Gather each line of the entries below that includes "lists".

Data extracted from a collection:
****************************************
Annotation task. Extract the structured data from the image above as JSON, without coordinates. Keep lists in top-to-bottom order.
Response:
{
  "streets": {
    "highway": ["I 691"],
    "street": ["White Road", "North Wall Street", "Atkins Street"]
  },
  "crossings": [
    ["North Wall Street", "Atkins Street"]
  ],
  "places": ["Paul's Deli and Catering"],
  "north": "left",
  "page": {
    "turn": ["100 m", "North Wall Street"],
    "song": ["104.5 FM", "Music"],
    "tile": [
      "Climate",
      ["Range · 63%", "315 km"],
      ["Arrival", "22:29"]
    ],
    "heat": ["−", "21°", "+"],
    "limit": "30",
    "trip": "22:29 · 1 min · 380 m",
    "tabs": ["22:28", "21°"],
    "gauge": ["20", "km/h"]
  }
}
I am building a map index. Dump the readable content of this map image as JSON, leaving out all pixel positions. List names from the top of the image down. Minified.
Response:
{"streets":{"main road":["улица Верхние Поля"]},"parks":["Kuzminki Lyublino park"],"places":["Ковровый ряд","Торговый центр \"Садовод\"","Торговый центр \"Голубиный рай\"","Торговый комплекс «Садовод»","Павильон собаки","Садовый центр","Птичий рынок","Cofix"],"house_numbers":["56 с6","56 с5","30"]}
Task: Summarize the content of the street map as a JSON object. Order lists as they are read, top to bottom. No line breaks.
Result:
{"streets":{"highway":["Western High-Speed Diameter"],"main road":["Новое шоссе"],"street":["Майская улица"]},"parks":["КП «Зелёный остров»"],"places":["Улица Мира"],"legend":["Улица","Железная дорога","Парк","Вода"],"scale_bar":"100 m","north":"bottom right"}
****************************************
* **Answer for this exercise**:
Annotation task. Extract the structured data from the image above as JSON, without coordinates. Keep lists in top-to-bottom order.
Task: Summarize the content of the street map as a JSON object. Order lists as they are read, top to bottom. No line breaks.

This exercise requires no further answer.